What to produce:
Return every line from the records below that has the word "rows".

Exercise materials:
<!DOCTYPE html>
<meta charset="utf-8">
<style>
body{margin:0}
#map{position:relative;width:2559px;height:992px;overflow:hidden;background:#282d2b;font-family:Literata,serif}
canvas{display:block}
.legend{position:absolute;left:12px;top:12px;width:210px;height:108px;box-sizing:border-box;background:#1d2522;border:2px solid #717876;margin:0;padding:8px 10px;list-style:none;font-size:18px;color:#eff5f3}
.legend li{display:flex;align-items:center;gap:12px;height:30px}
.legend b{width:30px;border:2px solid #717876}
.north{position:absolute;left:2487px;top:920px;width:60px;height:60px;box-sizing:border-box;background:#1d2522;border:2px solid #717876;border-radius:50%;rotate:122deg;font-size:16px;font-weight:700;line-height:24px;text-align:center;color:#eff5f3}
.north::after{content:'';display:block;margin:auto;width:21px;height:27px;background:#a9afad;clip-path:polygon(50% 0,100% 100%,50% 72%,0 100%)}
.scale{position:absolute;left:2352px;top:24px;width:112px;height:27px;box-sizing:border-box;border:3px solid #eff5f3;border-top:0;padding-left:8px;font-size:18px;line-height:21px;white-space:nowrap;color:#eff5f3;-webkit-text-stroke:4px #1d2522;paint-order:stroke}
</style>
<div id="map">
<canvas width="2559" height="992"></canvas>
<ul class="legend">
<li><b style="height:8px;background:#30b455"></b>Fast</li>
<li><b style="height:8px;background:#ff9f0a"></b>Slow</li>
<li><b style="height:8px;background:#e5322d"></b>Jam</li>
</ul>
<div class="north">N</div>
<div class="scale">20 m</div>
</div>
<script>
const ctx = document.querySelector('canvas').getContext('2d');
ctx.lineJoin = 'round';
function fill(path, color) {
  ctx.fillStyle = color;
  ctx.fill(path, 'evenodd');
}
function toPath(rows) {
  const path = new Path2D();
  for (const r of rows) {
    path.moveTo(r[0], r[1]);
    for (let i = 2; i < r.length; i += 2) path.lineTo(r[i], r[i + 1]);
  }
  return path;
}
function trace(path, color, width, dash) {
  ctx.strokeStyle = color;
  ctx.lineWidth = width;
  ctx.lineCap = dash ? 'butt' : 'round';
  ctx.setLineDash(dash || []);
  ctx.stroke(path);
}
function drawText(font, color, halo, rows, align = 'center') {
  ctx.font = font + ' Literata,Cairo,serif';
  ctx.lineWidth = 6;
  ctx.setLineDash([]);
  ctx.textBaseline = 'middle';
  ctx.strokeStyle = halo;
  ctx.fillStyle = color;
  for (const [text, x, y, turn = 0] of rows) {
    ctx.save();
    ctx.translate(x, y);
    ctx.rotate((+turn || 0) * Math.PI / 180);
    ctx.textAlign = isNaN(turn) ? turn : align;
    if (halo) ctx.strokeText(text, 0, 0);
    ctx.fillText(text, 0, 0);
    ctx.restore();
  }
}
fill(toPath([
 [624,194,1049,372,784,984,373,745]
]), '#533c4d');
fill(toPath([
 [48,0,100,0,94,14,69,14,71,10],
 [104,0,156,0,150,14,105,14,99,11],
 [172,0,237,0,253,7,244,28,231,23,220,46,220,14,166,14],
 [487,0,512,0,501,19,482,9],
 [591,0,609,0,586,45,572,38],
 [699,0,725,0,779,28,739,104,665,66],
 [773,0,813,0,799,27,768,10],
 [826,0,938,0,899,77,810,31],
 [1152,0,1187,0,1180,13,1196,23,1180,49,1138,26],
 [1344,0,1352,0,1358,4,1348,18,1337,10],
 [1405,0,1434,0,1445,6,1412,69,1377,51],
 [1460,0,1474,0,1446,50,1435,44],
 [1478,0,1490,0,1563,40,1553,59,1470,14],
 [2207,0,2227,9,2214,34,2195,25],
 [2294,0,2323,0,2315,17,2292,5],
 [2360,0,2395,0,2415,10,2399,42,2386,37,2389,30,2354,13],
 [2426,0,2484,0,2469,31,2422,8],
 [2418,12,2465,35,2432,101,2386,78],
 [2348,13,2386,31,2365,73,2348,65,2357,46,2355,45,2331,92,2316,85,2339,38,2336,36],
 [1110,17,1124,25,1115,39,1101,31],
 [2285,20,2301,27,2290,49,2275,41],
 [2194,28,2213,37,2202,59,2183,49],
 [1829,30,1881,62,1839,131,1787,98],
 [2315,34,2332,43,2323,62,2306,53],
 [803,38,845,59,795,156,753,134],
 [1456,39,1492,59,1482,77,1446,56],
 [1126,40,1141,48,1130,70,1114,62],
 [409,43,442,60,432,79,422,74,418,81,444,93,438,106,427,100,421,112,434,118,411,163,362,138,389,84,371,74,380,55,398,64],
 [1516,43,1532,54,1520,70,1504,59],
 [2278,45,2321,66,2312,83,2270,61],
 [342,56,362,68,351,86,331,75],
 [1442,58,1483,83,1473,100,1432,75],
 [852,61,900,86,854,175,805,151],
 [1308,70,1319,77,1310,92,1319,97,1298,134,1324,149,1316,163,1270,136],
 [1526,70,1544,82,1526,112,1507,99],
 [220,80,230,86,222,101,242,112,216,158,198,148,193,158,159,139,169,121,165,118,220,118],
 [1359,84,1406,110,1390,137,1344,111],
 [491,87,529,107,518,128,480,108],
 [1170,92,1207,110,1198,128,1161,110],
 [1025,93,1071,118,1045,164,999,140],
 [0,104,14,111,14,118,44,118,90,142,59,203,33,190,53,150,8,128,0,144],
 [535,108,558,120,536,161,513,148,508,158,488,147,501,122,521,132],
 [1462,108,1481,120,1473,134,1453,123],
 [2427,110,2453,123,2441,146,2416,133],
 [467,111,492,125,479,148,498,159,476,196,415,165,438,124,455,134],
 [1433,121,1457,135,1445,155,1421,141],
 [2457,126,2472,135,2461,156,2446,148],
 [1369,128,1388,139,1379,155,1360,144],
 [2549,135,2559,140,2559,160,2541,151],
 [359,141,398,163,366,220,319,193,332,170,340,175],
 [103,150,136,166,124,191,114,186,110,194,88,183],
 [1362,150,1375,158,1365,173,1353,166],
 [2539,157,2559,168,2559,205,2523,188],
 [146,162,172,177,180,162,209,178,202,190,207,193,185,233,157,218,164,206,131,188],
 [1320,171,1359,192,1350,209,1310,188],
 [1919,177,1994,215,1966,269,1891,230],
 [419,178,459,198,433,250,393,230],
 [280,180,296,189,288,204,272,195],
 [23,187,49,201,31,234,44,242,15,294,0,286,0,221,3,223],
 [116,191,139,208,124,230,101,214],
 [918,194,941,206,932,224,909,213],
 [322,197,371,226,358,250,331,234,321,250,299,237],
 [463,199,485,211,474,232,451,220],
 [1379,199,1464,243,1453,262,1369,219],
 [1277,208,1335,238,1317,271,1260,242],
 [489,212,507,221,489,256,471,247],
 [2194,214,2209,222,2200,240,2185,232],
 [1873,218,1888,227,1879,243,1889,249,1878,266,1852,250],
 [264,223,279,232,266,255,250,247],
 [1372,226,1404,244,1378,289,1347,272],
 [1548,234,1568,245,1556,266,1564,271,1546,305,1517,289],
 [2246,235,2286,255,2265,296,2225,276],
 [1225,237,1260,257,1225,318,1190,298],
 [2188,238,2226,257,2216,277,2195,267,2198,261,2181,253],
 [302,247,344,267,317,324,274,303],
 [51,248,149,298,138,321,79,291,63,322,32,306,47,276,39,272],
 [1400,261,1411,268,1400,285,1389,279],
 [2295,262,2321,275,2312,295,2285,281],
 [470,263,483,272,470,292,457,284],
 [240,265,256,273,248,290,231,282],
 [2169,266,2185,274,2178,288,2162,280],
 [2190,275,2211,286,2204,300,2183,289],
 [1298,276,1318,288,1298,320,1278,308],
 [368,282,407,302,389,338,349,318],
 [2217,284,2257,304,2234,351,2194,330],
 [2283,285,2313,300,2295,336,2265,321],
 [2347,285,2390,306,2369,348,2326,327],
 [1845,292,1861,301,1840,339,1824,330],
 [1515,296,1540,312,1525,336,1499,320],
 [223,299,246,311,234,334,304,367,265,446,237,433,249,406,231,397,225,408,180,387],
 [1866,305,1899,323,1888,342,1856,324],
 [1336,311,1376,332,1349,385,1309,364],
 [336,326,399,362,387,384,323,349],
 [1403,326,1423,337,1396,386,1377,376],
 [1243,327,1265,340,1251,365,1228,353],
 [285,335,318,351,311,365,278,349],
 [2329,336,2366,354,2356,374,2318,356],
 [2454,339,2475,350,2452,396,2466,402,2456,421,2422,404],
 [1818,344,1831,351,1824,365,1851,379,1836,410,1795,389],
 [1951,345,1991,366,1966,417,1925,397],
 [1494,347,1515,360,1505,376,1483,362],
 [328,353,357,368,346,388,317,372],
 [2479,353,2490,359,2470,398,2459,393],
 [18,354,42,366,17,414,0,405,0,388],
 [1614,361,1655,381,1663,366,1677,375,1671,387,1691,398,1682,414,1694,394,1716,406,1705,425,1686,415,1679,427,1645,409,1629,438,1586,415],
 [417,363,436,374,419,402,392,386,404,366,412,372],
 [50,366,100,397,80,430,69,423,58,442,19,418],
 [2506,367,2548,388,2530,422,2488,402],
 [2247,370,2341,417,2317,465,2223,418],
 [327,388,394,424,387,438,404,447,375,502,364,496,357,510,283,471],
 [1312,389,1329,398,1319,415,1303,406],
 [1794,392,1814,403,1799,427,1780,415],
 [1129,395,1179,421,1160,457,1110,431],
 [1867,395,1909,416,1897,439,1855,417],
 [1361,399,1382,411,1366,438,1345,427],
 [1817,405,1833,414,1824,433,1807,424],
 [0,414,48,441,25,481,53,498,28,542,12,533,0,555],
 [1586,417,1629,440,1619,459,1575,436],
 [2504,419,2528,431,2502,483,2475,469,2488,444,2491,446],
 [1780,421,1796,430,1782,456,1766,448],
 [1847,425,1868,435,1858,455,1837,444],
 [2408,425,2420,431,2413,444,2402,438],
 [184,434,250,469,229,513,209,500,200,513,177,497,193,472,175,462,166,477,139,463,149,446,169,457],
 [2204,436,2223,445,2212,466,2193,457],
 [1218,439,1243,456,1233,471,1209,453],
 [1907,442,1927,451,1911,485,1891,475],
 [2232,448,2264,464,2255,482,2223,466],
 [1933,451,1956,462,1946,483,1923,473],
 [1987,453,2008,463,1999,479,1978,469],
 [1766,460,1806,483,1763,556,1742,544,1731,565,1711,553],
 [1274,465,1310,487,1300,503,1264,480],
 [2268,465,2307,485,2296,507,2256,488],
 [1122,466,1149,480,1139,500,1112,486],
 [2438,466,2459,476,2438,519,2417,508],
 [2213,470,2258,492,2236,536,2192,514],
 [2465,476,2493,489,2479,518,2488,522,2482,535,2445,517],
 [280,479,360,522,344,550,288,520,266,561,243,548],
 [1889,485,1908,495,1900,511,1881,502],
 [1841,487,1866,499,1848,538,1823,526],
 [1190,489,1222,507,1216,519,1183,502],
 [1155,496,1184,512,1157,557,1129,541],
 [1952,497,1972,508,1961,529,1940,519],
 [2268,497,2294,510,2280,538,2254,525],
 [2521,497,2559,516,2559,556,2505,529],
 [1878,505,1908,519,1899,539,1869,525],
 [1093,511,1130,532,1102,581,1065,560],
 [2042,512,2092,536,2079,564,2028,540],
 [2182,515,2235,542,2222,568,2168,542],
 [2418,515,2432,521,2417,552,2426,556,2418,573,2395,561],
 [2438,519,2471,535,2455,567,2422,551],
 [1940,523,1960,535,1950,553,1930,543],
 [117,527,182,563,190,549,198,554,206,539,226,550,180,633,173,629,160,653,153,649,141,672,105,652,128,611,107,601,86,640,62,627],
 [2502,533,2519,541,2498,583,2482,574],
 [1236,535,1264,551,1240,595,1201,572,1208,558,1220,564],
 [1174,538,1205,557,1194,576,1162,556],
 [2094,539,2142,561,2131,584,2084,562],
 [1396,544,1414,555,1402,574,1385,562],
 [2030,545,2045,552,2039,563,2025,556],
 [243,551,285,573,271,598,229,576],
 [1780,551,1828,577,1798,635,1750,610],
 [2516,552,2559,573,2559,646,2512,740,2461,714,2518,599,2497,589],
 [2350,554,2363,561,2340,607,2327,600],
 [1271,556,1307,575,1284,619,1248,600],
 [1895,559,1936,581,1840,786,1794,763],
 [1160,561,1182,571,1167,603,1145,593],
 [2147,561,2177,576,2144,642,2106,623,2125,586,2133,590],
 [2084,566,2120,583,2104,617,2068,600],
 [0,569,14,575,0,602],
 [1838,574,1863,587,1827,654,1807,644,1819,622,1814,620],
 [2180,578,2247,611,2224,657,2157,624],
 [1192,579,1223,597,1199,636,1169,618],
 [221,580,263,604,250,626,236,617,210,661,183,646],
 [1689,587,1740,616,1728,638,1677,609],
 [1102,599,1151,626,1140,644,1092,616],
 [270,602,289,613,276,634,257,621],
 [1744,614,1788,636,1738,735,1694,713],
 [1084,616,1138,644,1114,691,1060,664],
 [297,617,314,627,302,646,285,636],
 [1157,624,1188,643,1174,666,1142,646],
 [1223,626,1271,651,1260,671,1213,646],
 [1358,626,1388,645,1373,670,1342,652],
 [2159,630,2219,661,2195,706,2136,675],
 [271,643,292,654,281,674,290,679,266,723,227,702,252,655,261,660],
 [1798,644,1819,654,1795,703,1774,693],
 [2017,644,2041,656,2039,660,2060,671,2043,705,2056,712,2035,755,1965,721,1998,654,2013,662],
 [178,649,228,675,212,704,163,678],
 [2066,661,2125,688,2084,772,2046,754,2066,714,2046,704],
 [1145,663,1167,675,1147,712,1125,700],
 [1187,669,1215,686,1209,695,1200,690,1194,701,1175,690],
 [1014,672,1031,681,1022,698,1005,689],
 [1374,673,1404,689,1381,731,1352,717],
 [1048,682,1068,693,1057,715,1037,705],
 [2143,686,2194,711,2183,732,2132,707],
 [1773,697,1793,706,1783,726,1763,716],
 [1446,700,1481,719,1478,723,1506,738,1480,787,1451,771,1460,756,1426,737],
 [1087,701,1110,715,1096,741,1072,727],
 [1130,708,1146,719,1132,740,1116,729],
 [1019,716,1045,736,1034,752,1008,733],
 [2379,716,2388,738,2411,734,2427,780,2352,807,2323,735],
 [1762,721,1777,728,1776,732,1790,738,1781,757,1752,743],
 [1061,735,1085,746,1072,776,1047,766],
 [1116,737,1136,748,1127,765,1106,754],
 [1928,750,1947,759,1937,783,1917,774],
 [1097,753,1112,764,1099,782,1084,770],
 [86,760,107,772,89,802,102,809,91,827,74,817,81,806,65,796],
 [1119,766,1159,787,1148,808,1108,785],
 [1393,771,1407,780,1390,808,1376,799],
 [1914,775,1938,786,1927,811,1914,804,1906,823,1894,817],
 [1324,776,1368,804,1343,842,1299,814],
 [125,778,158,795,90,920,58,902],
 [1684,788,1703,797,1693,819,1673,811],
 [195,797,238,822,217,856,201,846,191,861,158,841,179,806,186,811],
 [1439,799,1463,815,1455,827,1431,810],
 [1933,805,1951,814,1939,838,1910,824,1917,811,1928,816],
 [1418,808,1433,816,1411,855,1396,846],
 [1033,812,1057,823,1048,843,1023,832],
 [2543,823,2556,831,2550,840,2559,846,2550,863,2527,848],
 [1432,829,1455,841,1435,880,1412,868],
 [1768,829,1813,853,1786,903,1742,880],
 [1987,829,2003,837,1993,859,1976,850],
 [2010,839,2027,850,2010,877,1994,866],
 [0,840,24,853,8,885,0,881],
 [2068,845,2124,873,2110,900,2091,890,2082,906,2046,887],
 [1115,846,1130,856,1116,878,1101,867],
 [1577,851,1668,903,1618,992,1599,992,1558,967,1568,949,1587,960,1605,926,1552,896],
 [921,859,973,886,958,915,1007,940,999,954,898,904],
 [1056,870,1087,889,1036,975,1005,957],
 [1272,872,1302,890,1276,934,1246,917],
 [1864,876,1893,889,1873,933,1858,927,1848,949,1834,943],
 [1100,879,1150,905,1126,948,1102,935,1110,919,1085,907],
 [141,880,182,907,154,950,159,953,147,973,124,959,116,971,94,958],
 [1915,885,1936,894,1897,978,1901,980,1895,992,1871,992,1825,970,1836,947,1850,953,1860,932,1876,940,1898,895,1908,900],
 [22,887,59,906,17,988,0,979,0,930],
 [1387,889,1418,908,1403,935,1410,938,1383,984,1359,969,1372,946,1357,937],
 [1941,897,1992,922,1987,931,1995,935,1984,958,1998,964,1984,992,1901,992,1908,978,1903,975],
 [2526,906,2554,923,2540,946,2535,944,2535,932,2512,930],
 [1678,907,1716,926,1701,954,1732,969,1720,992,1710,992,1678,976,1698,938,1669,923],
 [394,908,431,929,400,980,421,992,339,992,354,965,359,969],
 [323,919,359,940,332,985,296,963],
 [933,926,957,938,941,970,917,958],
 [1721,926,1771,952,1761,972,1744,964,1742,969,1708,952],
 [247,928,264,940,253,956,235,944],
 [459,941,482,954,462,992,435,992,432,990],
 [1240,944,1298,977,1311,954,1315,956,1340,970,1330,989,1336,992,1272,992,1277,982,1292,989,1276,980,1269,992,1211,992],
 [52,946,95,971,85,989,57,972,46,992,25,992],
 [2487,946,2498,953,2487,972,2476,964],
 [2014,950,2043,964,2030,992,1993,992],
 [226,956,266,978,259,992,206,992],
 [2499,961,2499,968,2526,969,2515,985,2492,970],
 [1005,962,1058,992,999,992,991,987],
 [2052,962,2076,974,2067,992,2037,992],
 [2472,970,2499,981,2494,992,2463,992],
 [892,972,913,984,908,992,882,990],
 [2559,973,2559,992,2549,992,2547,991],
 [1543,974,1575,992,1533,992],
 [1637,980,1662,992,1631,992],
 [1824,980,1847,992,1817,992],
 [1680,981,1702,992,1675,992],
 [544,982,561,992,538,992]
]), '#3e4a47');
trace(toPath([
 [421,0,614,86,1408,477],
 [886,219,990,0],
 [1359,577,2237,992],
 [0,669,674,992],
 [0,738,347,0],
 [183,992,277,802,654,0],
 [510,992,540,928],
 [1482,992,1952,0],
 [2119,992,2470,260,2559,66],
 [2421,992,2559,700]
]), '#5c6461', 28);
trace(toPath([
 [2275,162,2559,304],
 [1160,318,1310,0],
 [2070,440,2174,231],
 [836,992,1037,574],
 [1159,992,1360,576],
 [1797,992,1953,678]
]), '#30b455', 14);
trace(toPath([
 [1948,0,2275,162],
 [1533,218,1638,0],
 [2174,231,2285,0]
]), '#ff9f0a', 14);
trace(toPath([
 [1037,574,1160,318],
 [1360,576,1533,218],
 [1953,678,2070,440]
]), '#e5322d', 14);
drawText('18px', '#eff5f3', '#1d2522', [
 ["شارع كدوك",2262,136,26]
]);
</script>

Worked solution:
function toPath(rows) {
  for (const r of rows) {
function drawText(font, color, halo, rows, align = 'center') {
  for (const [text, x, y, turn = 0] of rows) {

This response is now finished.